Nope, Not a 1-Hit Wonder: Survivor

Survivor is one band that has it doubly rough. Not only is it regarded as a one-hit wonder by much of the public, more people know them as the Eye Of The Tiger band than by actual name. Mention Survivor to most people and the reality show is the first thing to come to mind.

But is “Eye Of The Tiger” Survivor’s only hit? Not quite. In fact, they had several other hits.

Survivor formed in 1979. The Chicago based rock band released its first album (self titled) that same year. That first album was followed by Premonition in 1981. Neither album was a smash. But Premonition spun off the minor (it made it to 33) hit “Poor Man’s Son”.

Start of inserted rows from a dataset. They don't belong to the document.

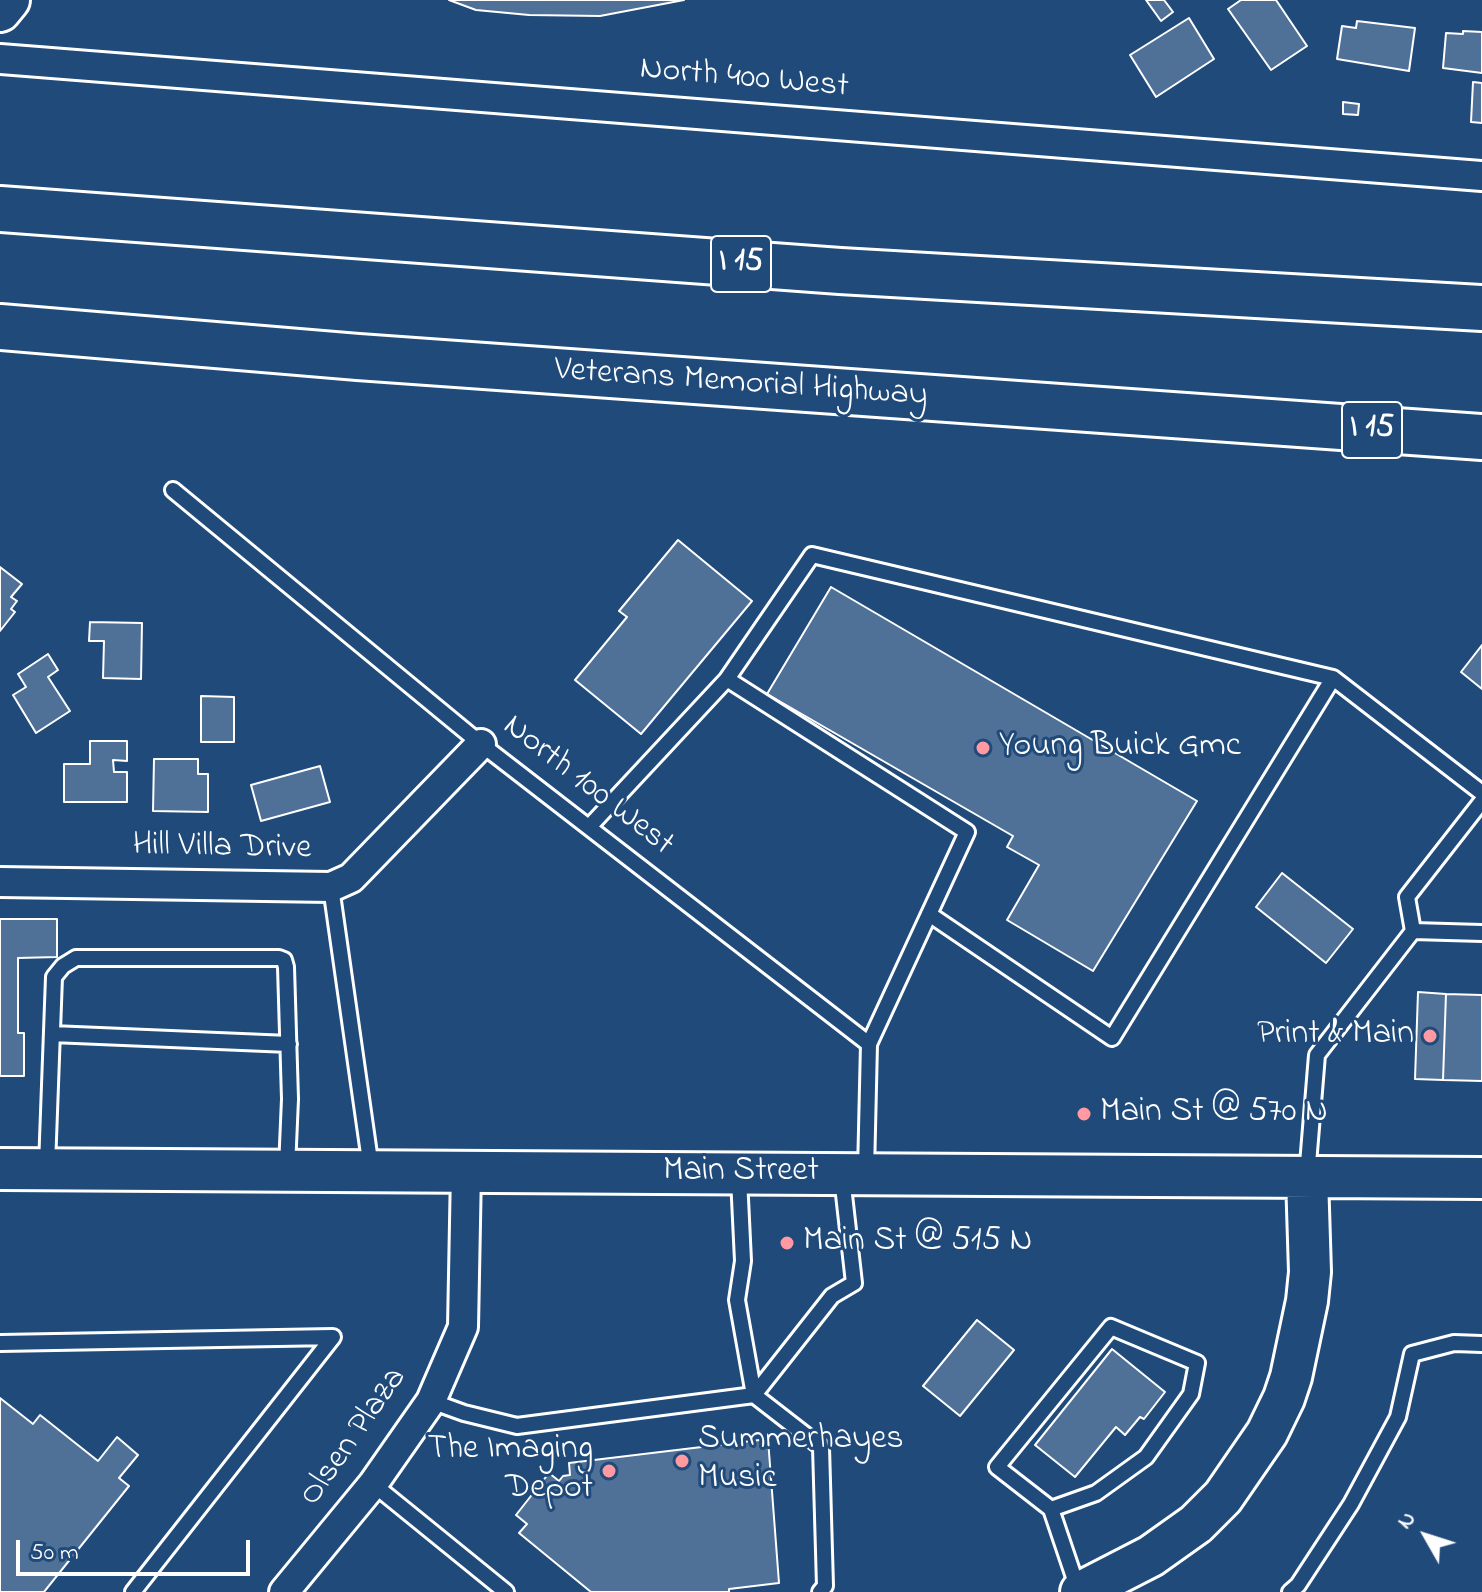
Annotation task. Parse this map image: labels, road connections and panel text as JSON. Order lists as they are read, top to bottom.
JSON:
{
  "streets": {
    "highway": ["I 15", "Veterans Memorial Highway"],
    "main road": ["Main Street"],
    "street": ["North 400 West", "Hill Villa Drive", "Olsen Plaza"],
    "lane": ["North 100 West"]
  },
  "crossings": [
    ["North 100 West", "Hill Villa Drive"],
    ["Main Street", "Olsen Plaza"]
  ],
  "places": [
    "Young Buick Gmc",
    "Print & Main",
    "Main St @ 570 N",
    "Main St @ 515 N",
    "Summerhayes Music",
    "The Imaging Depot"
  ],
  "scale_bar": "50 m",
  "north": "top left"
}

Sylvester Stallone heard “Poor Man’s Son” as he was about to make Rocky III. He’d wanted to get Queen;s “Another One Bites The Dust” for use in his movie. But he couldn’t get the rights. So he contacted Survivor and asked them to write a song for it. The resulting song was “Eye Of The Tiger”.

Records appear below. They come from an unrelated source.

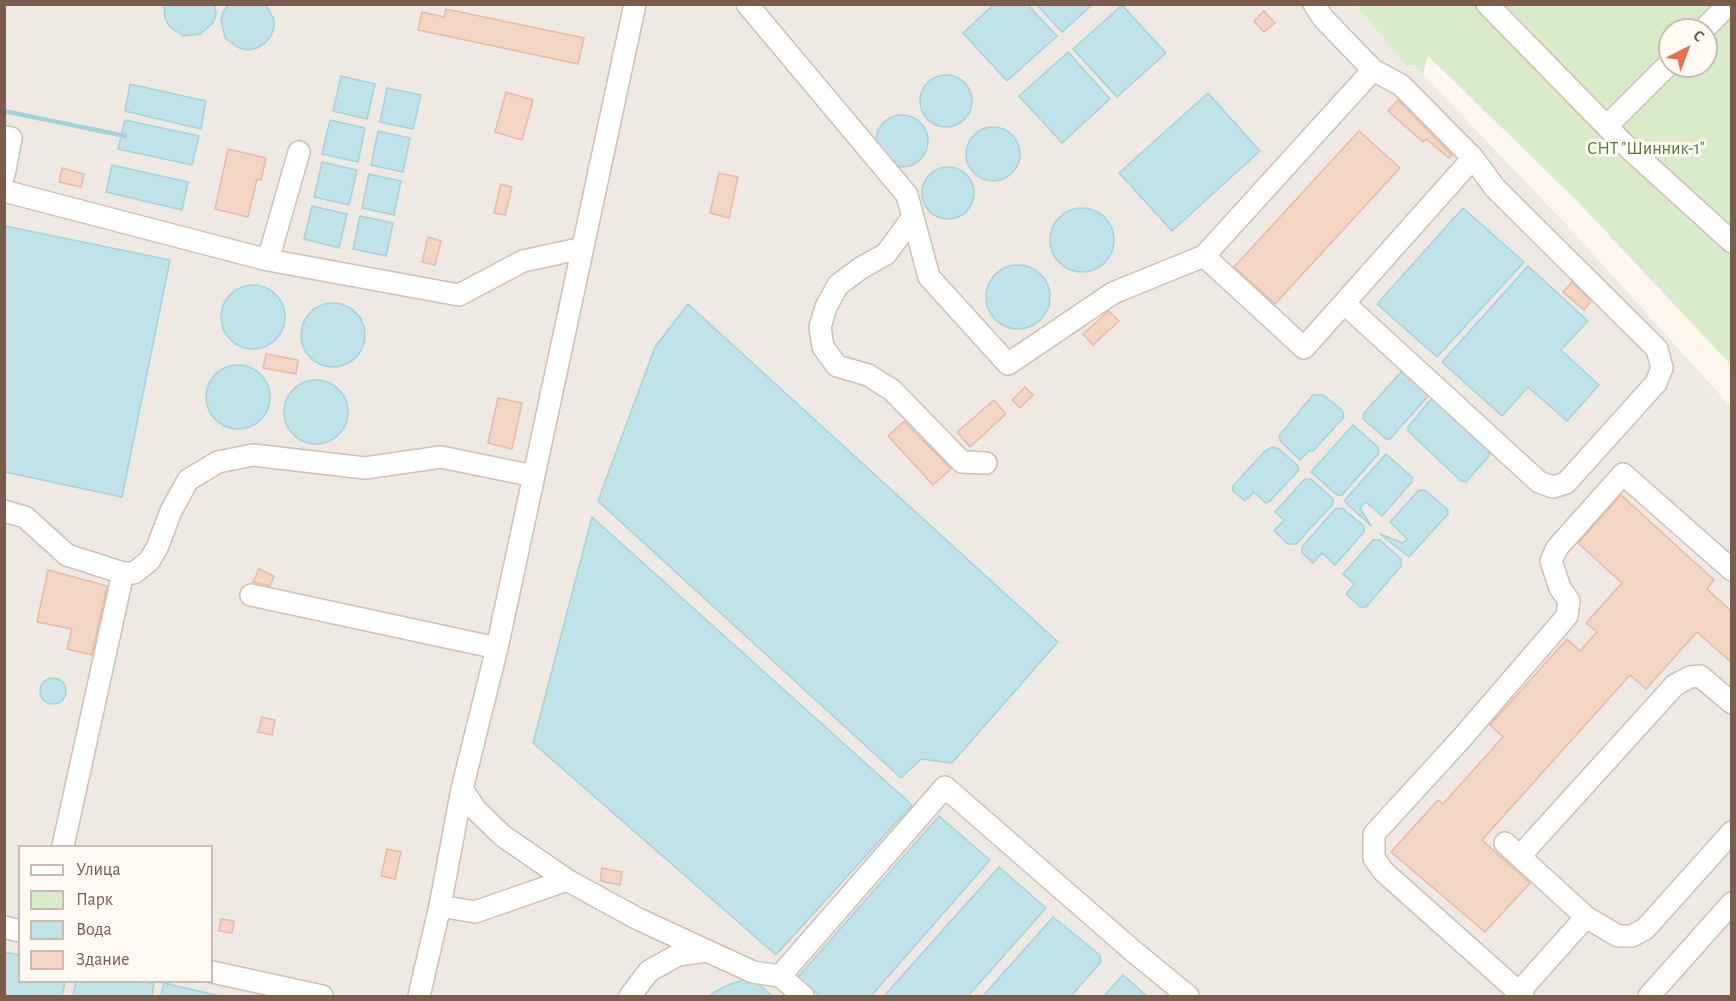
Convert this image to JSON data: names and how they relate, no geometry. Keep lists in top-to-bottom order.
{
  "parks": ["СНТ \"Шинник-1\""],
  "legend": [
    "Улица",
    "Парк",
    "Вода",
    "Здание"
  ],
  "north": "top right"
}
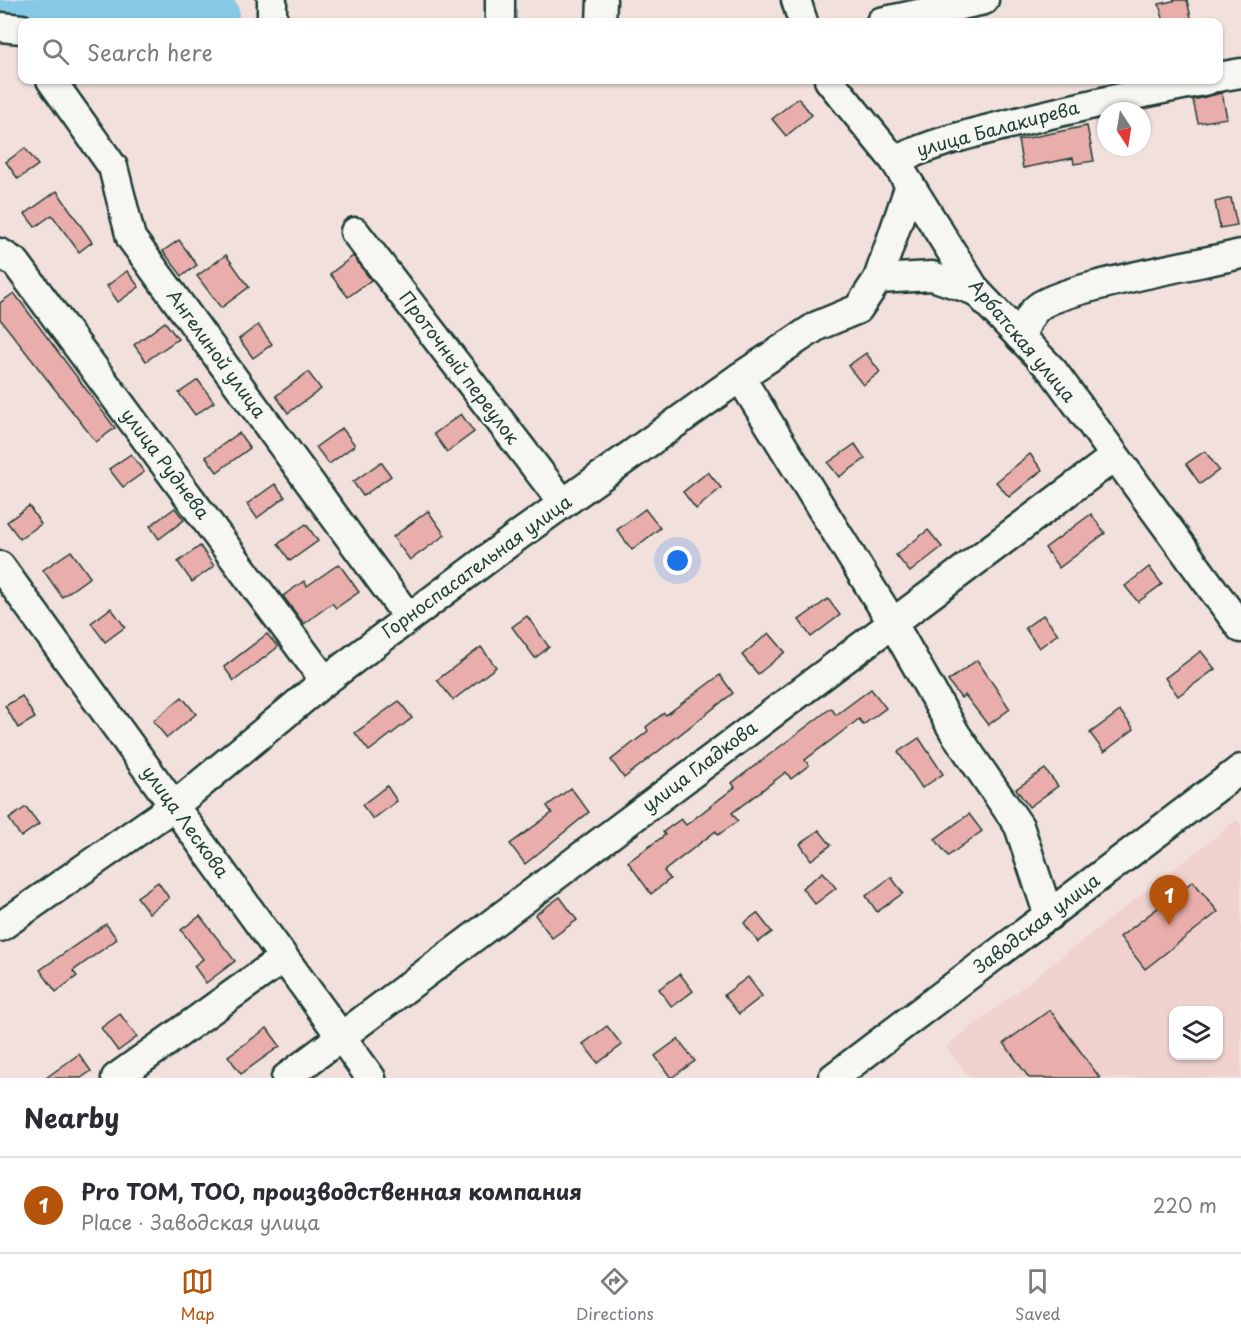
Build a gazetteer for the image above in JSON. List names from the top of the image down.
{
  "streets": {
    "street": [
      "улица Балакирева",
      "Арбатская улица",
      "Ангелиной улица",
      "Проточный переулок",
      "улица Руднева",
      "Горноспасательная улица",
      "улица Гладкова",
      "улица Лескова",
      "Заводская улица"
    ]
  },
  "crossings": [
    ["улица Балакирева", "Арбатская улица"],
    ["Арбатская улица", "Горноспасательная улица"],
    ["Арбатская улица", "улица Гладкова"],
    ["Ангелиной улица", "Горноспасательная улица"],
    ["Проточный переулок", "Горноспасательная улица"],
    ["улица Руднева", "Горноспасательная улица"],
    ["Горноспасательная улица", "улица Лескова"],
    ["улица Гладкова", "улица Лескова"]
  ],
  "north": "bottom",
  "page": {
    "search": "Search here",
    "pins": "1",
    "heading": "Nearby",
    "list": [
      {
        "mark": "1",
        "name": "Pro TOM, ТОО, производственная компания",
        "note": "Place · Заводская улица",
        "value": "220 m"
      }
    ],
    "nav": ["Map", "Directions", "Saved"]
  }
}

“Eye Of The Tiger” made it to number one in the summer of 82. In addition to Rocky IIII it was also used as the title theme to a relatively forgotten 1986 vigilante film of the same name starring Gary Busey

As I pointed out elsewhere on this site, it was later spoofed by Weird Al and was recently used in a Starbucks commercial.

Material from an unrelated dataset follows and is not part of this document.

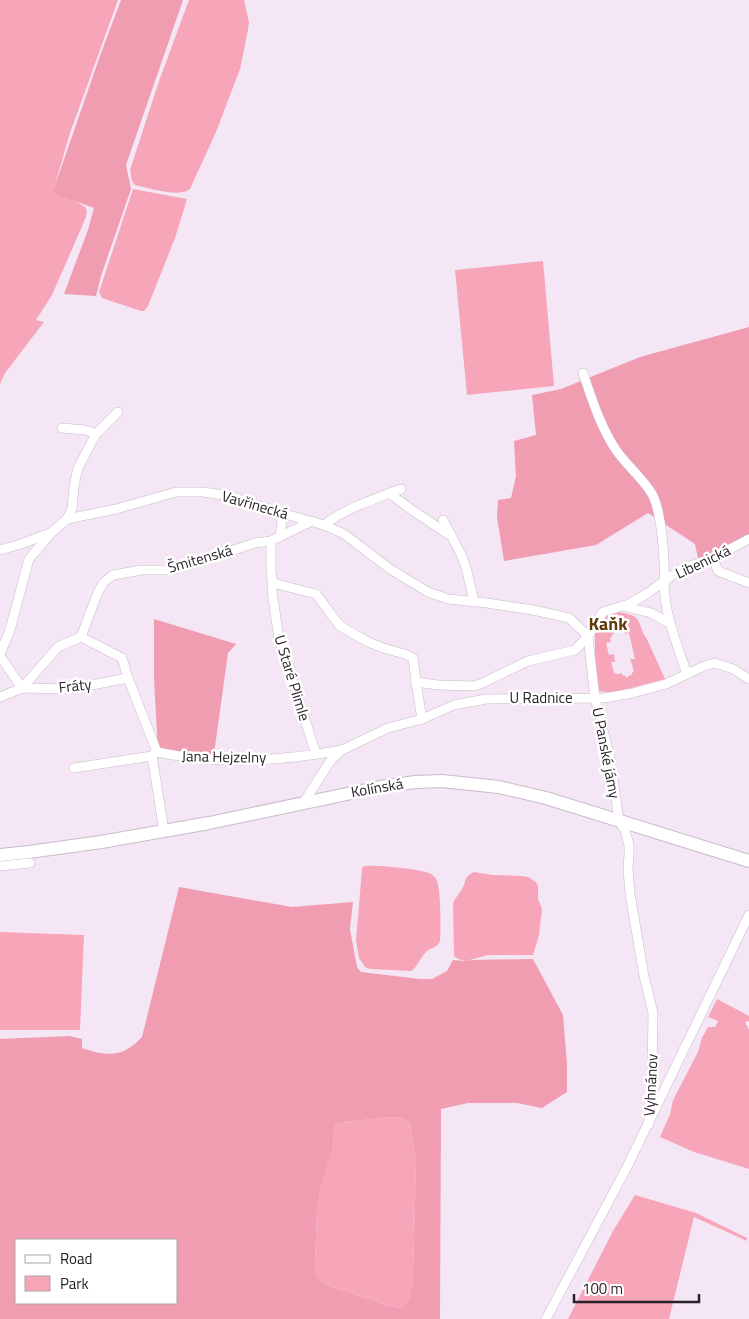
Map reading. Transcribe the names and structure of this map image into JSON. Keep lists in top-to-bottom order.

Later on that same year, Survivor made it to 17 with “American Heartbeat”.

So that was 2 hits in 1982 for Survivor. But they wouldn’t stop there. No, not even a personnel change would derail this train.

In 1983, lead vocalist Dave Bickler left citing voice problems. Jimi Jamison took his place. Jamison had a voice that was well-suited for ballads, which was appropriate as that was the direction Survivor would take.

In 1984 Survivor would do another movie theme with “THe Moment Of Truth” from the original Karate Kid. This only made it to 63. But no need to panic, for hits would soon come.

Posted on April 13, 2014, in Music, Nope, Not a 1-Hit Wonder and tagged , , , , , , . Bookmark the permalink. 8 Comments.

  1. Another great entry,

    Eye of the Tiger is such a great song. Of course I have a great deal of nostalgia for it. But I think it stands up on its own. Music can take you back to certain memories. But few songs take me back to a specific place and time like Eye of the Tiger. Whenever I hear it, I am instantly transported back to the arcade at the local YMCA which was filled with classic games like Pac-Man and Donkey Kong. We didn’t have money to play, so I just watched other kids. And it seemed like Eye of the Tiger was always playing on the stereo. I can still smell the chlorine.

    Another song like that is Edie Brickell & the New Bohemians What I Am. Takes me right back to the student center during my freshman year, There was a jukebox that played that song non-stop. And I never got sick of it.

    Back to Survivor, I don’t think I actually saw any of those videos. Didn’t they do some with footage from Rocky III or IV? The video for The Moment of Truth makes me want to rewatch Karate Kid. I can feel my Elisabeth Shue crush stirring. I forgot how adorable she was in that movie. I can see why my younger self was so infatuated with her.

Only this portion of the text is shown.